Version 1.1.0
API extensions
We added support for API extensions (#1617).
You can register your custom accessors to DataFrame
, Seires
, and Index
.
For example, in your library code:
from databricks.koalas.extensions import register_dataframe_accessor
@register_dataframe_accessor("geo")
class GeoAccessor:
def __init__(self, koalas_obj):
self._obj = koalas_obj
# other constructor logic
@property
def center(self):
# return the geographic center point of this DataFrame
lat = self._obj.latitude
lon = self._obj.longitude
return (float(lon.mean()), float(lat.mean()))
def plot(self):
# plot this array's data on a map
pass
...
Then, in a session:
>>> from my_ext_lib import GeoAccessor
>>> kdf = ks.DataFrame({"longitude": np.linspace(0,10),
... "latitude": np.linspace(0, 20)})
>>> kdf.geo.center
(5.0, 10.0)
>>> kdf.geo.plot()
...
See also: https://koalas.readthedocs.io/en/latest/reference/extensions.html
Plotting backend
We introduced plotting.backend
configuration (#1639).
Plotly (>=4.8) or other libraries that pandas supports can be used as a plotting backend if they are installed in the environment.
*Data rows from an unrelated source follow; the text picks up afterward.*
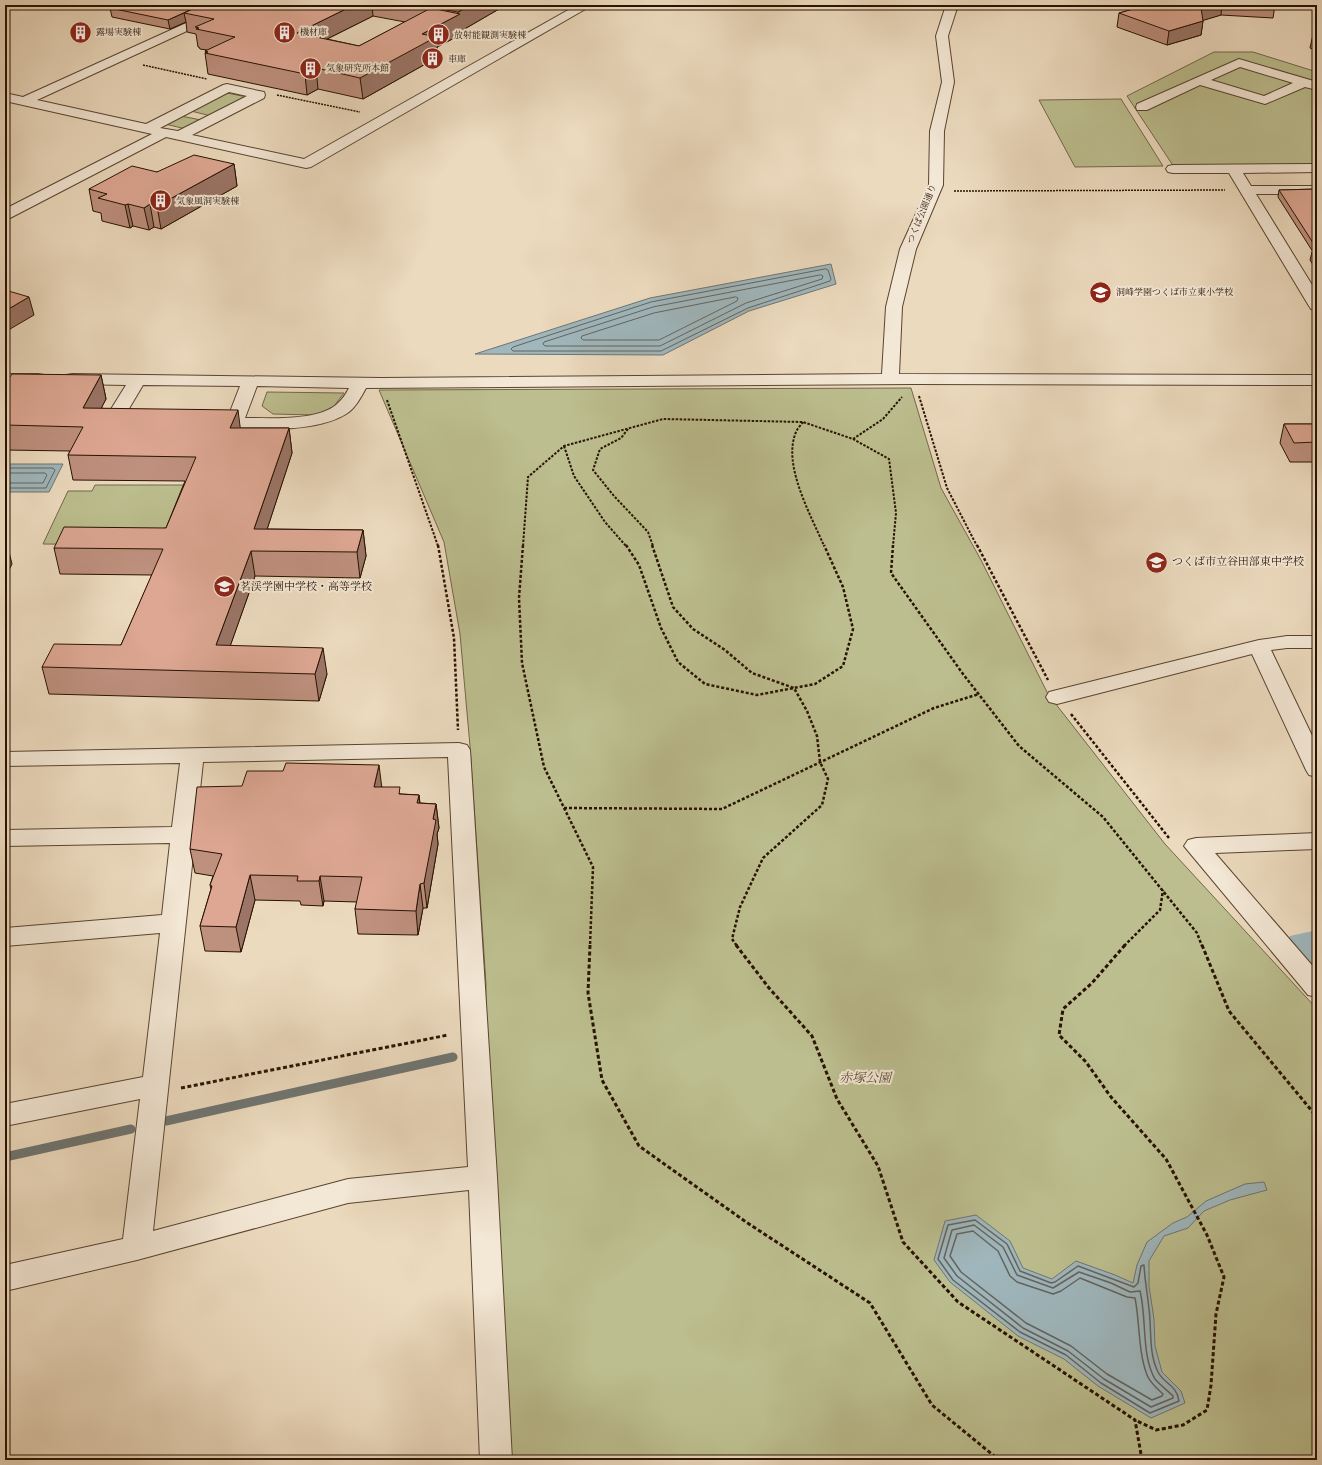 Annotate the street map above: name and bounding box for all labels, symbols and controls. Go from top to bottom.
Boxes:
building icon: 露場実験棟 [67,19,93,45]
building icon: 機材庫 [272,19,298,45]
building icon: 放射能観測実験棟 [425,22,451,48]
place label: 露場実験棟 [96,26,141,39]
place label: 機材庫 [300,26,327,39]
place label: 放射能観測実験棟 [454,29,526,42]
building icon: 車庫 [419,46,445,72]
place label: 車庫 [448,53,466,66]
building icon: 気象研究所本館 [298,55,324,81]
place label: 気象研究所本館 [326,62,389,75]
street label: つくば公園通り [904,182,940,246]
building icon: 気象風洞実験棟 [148,188,174,214]
place label: 気象風洞実験棟 [176,195,239,208]
school or university icon: 洞峰学園つくば市立東小学校 [1087,279,1113,305]
place label: 洞峰学園つくば市立東小学校 [1116,286,1234,299]
school or university icon: つくば市立谷田部東中学校 [1143,549,1169,575]
place label: つくば市立谷田部東中学校 [1172,555,1304,570]
school or university icon: 茗渓学園中学校・高等学校 [211,574,237,600]
place label: 茗渓学園中学校・高等学校 [240,580,372,595]
park label: 赤塚公園 [839,1070,893,1088]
>>> kdf = ks.DataFrame([[1, 2, 3, 4], [5, 6, 7, 8]], columns=["A", "B", "C", "D"])
>>> kdf.plot(title="Example Figure") # defaults to backend="matplotlib"
>>> fig = kdf.plot(backend="plotly", title="Example Figure", height=500, width=500)
>>> ## same as:
>>> # ks.options.plotting.backend = "plotly"
>>> # fig = kdf.plot(title="Example Figure", height=500, width=500)
>>> fig.show()
Each backend returns the figure in their own format, allowing for further editing or customization if required.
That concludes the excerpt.